En ce qui concerne les cartes découvertes, on dit que 2 c’est trop peu. Personnellement, je ne pioche jamais de cartes retournées mais prends toujours des cartes du talon. Pourquoi ? une fois que l’on a pris la carte du symbole vers lequel on va bouger Alexandros (carte à choisir finement bien entendu…), on retourne la seconde carte avant de le bouger. Si j’ai bien choisi sa destination en fonction du terrain environnant, je pourrai le placer à l’endroit qui, en fonction des 2 symboles à disposition du joueur suivant, ne pourra le favoriser et/ou me laissera des possibilités d’en tirer profit ultérieurement. Un peu comme les numéros à Carolus Magnus, le mouvement d’Alexandre est un formidable outil de contrôle sur son jeu et sur celui de ses adversaires. Il n’est pas à prendre à la légère et dominer tout ce qu’il implique n’est pas une mince affaire. C’est une des plus belles et originales idées ludiques que j’ai rencontrée à ce jour. Je laisse donc toujours des cartes découvertes peu commodes à disposition de mes adversaires et ne pioche ainsi que des cartes du talon (qui sont toutes bonnes à prendre si j’ai des gouverneurs en réserve…). Et si par hasard je sais que je vais avoir un besoin impérieux d’une des 2 cartes retournées (pour moi ou pour éviter qu’un de mes adversaires ne l’ait), je place Alexandre de manière à ce que quel que soit le symbole retourné à la fin de mon tour, il ne puisse le bouger (trop) avantageusement.

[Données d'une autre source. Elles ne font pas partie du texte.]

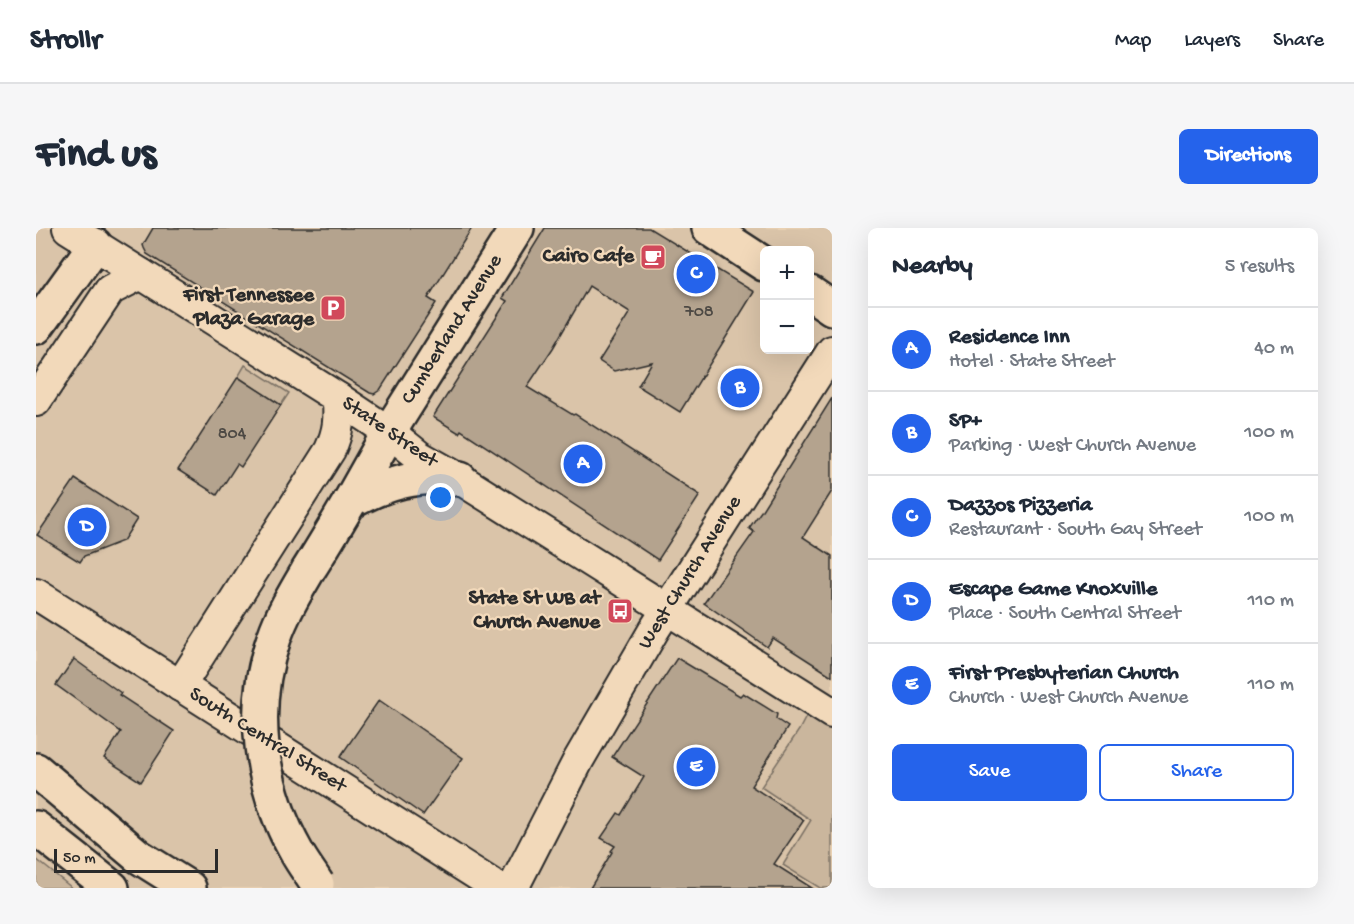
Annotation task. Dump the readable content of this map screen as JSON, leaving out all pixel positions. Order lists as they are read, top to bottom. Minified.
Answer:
{"streets":{"main road":["Cumberland Avenue"],"street":["State Street","West Church Avenue","South Central Street"]},"crossings":[["Cumberland Avenue","State Street"],["State Street","West Church Avenue"]],"places":{"cafe":["Cairo Cafe"],"parking":["First Tennessee Plaza Garage"],"bus stop":["State St WB at Church Avenue"]},"house_numbers":["708","804"],"scale_bar":"50 m","page":{"header":"Strollr","nav":["Map","Layers","Share"],"buttons":["Directions",["Save","Share"]],"title":"Find us","heading":["Nearby","5 results"],"map_buttons":["+","−"],"pins":["C","B","A","D","E"],"list":[{"mark":"A","name":"Residence Inn","note":"Hotel · State Street","value":"40 m"},{"mark":"B","name":"SP+","note":"Parking · West Church Avenue","value":"100 m"},{"mark":"C","name":"Dazzos Pizzeria","note":"Restaurant · South Gay Street","value":"100 m"},{"mark":"D","name":"Escape Game Knoxville","note":"Place · South Central Street","value":"110 m"},{"mark":"E","name":"First Presbyterian Church","note":"Church · West Church Avenue","value":"110 m"}],"scale":"50 m"}}
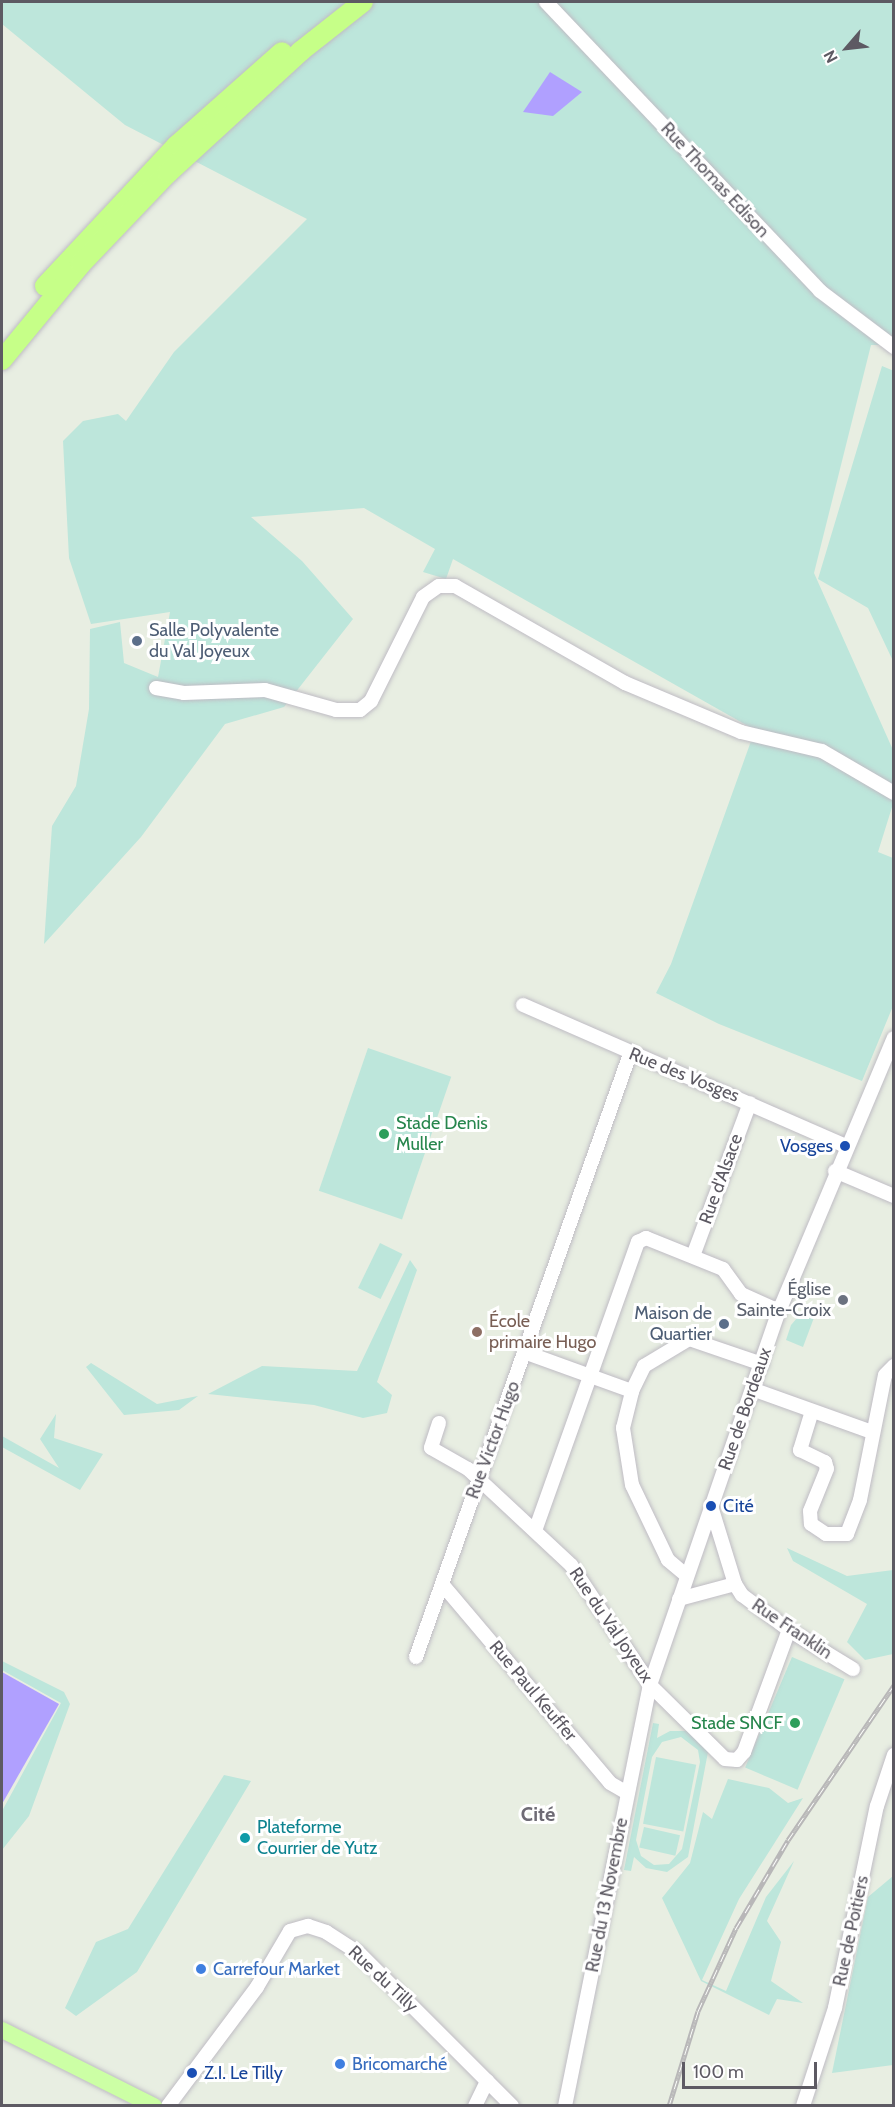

Arrêtons de parler de hasard à ce jeu. Ne parlons que de gestion plus ou moins fine des cartes, du mouvement d’Alexandre et des gouverneurs.
On dit ensuite que le premier qui prend un grand domaine a gagné. On n’a pas dû jouer au même jeu… D’abord, les grands territoires sont les moins rentables à occuper (le rapport revenus/cartes dépensées est souvent très faible) et les plus juteux à reprendre (pour plus de précisions, voir ce lien : //www.trictrac.net/forum/sujet/alexandros-un-jeu-sacrifie-par-un-probleme-de-regles ). En effet, ils sont coûteux et très dangereux à occuper de par la dépense importante qui va générer brusquement un grand différentiel de cartes avec les autres mais aussi de par le mouvement d’Alexandre qui peut facilement les couper.
On peut répondre à la prise d’une grande région de 2 manières :
1-par la prise d’une autre plus petite et donc à moindre coût par rapport aux dépenses effectuées par l’adversaire même si cette occupation ne fait que réduire l’écart en points. En effet, chaque carte dépensée par l’adversaire pour prélever des impôts au cours d’une de ses actions ne lui permettra alors plus de générer un écart aussi grand tout en me laissant continuer à augmenter très sensiblement mon différentiel de cartes par rapport à lui puisqu’au lieu de piocher une carte, il en dépense une pour ses impôts.
2-utiliser le différentiel de cartes important généré en notre faveur suite à la prise de la grande région pour reprendre immédiatement cette région. Le nombre de cartes en main sera extrêmement moindre pour chacun et il faudra donc probablement plus de temps avant que cette région ne puisse être réattaquée nous permettant d’en profiter plus. Et si cela prend trop de temps, celui qui aura perdu la région ne s’en relèvera sûrement pas.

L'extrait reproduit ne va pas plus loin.